Exercise – Record by record, write out the listing word for word while omitting pictures.

Available data –
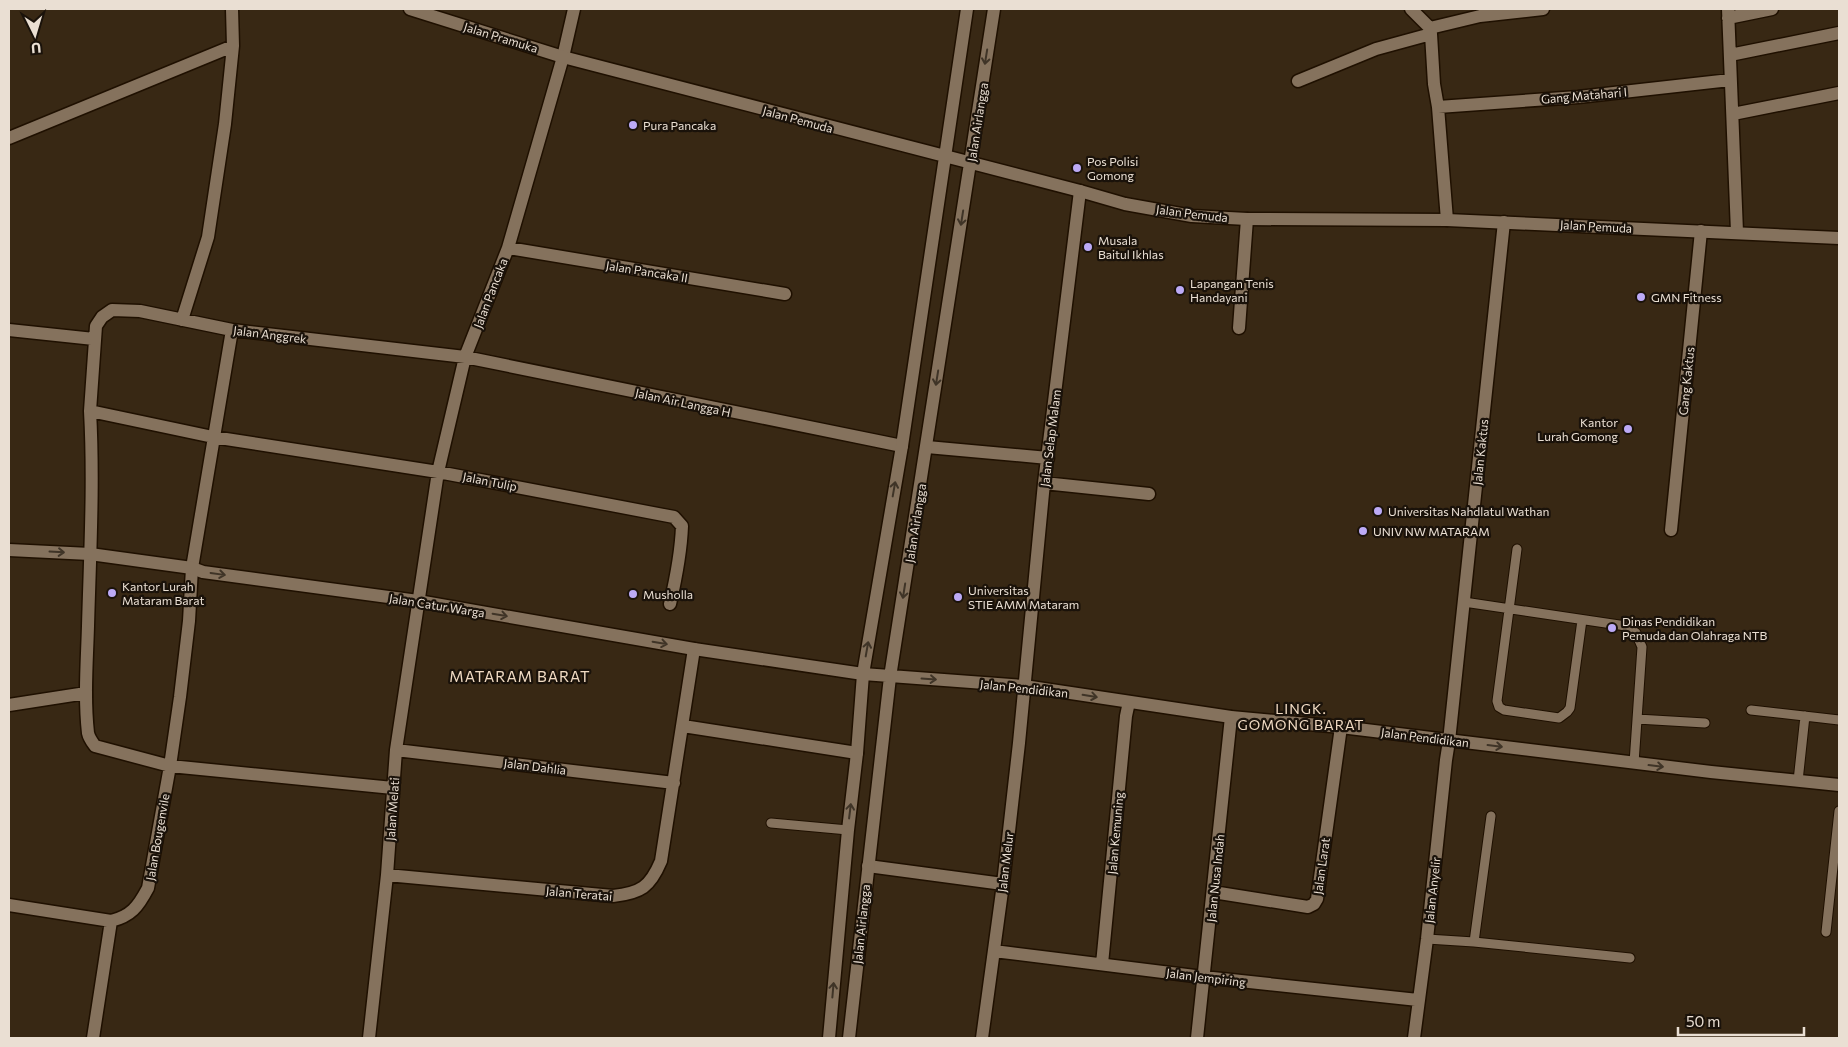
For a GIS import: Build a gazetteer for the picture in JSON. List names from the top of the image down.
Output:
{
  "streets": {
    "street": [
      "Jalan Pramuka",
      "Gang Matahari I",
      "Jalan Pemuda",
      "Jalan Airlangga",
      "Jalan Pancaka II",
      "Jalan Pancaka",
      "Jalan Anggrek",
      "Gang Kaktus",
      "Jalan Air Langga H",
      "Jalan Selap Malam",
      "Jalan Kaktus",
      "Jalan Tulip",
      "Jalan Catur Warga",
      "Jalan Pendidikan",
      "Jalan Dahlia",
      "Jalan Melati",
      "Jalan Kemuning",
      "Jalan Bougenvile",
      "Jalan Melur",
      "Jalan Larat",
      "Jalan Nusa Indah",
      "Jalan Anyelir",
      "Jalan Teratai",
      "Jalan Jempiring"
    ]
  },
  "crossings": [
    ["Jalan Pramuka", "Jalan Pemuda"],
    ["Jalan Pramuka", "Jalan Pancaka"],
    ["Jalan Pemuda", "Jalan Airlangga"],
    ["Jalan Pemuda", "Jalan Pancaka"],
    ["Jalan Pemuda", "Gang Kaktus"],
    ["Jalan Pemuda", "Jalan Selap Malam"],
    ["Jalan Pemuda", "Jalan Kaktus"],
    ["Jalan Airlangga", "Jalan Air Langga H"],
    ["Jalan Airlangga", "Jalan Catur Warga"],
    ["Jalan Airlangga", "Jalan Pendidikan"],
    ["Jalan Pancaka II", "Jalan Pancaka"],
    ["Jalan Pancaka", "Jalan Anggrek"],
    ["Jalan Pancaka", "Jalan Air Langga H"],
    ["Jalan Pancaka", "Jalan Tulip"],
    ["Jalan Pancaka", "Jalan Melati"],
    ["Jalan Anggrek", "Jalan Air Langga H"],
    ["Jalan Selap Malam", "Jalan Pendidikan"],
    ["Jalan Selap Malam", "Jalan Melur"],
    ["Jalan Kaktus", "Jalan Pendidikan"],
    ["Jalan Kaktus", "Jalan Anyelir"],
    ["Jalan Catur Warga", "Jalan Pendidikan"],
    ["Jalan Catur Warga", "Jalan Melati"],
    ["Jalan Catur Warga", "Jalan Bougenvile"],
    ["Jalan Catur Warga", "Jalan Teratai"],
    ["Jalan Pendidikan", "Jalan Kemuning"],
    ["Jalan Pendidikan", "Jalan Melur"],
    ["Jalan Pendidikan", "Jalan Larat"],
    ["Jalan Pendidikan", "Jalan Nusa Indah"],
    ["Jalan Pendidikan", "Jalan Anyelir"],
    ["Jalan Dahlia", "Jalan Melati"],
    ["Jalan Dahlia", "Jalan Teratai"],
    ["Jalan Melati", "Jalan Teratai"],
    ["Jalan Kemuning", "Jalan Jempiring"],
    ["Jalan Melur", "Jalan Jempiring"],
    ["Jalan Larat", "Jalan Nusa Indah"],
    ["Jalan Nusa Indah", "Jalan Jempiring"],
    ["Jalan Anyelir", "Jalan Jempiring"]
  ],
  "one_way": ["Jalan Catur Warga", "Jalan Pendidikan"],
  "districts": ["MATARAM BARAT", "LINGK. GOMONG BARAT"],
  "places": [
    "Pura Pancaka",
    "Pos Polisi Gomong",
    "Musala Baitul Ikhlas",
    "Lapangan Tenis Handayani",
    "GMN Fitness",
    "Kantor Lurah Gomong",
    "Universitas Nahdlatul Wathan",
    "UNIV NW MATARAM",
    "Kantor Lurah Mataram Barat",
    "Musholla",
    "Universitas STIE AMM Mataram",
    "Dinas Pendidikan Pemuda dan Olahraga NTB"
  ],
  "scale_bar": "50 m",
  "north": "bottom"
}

Result below –
For a GIS import: Build a gazetteer for the picture in JSON. List names from the top of the image down.
Output:
{
  "streets": {
    "street": [
      "Jalan Pramuka",
      "Gang Matahari I",
      "Jalan Pemuda",
      "Jalan Airlangga",
      "Jalan Pancaka II",
      "Jalan Pancaka",
      "Jalan Anggrek",
      "Gang Kaktus",
      "Jalan Air Langga H",
      "Jalan Selap Malam",
      "Jalan Kaktus",
      "Jalan Tulip",
      "Jalan Catur Warga",
      "Jalan Pendidikan",
      "Jalan Dahlia",
      "Jalan Melati",
      "Jalan Kemuning",
      "Jalan Bougenvile",
      "Jalan Melur",
      "Jalan Larat",
      "Jalan Nusa Indah",
      "Jalan Anyelir",
      "Jalan Teratai",
      "Jalan Jempiring"
    ]
  },
  "crossings": [
    ["Jalan Pramuka", "Jalan Pemuda"],
    ["Jalan Pramuka", "Jalan Pancaka"],
    ["Jalan Pemuda", "Jalan Airlangga"],
    ["Jalan Pemuda", "Jalan Pancaka"],
    ["Jalan Pemuda", "Gang Kaktus"],
    ["Jalan Pemuda", "Jalan Selap Malam"],
    ["Jalan Pemuda", "Jalan Kaktus"],
    ["Jalan Airlangga", "Jalan Air Langga H"],
    ["Jalan Airlangga", "Jalan Catur Warga"],
    ["Jalan Airlangga", "Jalan Pendidikan"],
    ["Jalan Pancaka II", "Jalan Pancaka"],
    ["Jalan Pancaka", "Jalan Anggrek"],
    ["Jalan Pancaka", "Jalan Air Langga H"],
    ["Jalan Pancaka", "Jalan Tulip"],
    ["Jalan Pancaka", "Jalan Melati"],
    ["Jalan Anggrek", "Jalan Air Langga H"],
    ["Jalan Selap Malam", "Jalan Pendidikan"],
    ["Jalan Selap Malam", "Jalan Melur"],
    ["Jalan Kaktus", "Jalan Pendidikan"],
    ["Jalan Kaktus", "Jalan Anyelir"],
    ["Jalan Catur Warga", "Jalan Pendidikan"],
    ["Jalan Catur Warga", "Jalan Melati"],
    ["Jalan Catur Warga", "Jalan Bougenvile"],
    ["Jalan Catur Warga", "Jalan Teratai"],
    ["Jalan Pendidikan", "Jalan Kemuning"],
    ["Jalan Pendidikan", "Jalan Melur"],
    ["Jalan Pendidikan", "Jalan Larat"],
    ["Jalan Pendidikan", "Jalan Nusa Indah"],
    ["Jalan Pendidikan", "Jalan Anyelir"],
    ["Jalan Dahlia", "Jalan Melati"],
    ["Jalan Dahlia", "Jalan Teratai"],
    ["Jalan Melati", "Jalan Teratai"],
    ["Jalan Kemuning", "Jalan Jempiring"],
    ["Jalan Melur", "Jalan Jempiring"],
    ["Jalan Larat", "Jalan Nusa Indah"],
    ["Jalan Nusa Indah", "Jalan Jempiring"],
    ["Jalan Anyelir", "Jalan Jempiring"]
  ],
  "one_way": ["Jalan Catur Warga", "Jalan Pendidikan"],
  "districts": ["MATARAM BARAT", "LINGK. GOMONG BARAT"],
  "places": [
    "Pura Pancaka",
    "Pos Polisi Gomong",
    "Musala Baitul Ikhlas",
    "Lapangan Tenis Handayani",
    "GMN Fitness",
    "Kantor Lurah Gomong",
    "Universitas Nahdlatul Wathan",
    "UNIV NW MATARAM",
    "Kantor Lurah Mataram Barat",
    "Musholla",
    "Universitas STIE AMM Mataram",
    "Dinas Pendidikan Pemuda dan Olahraga NTB"
  ],
  "scale_bar": "50 m",
  "north": "bottom"
}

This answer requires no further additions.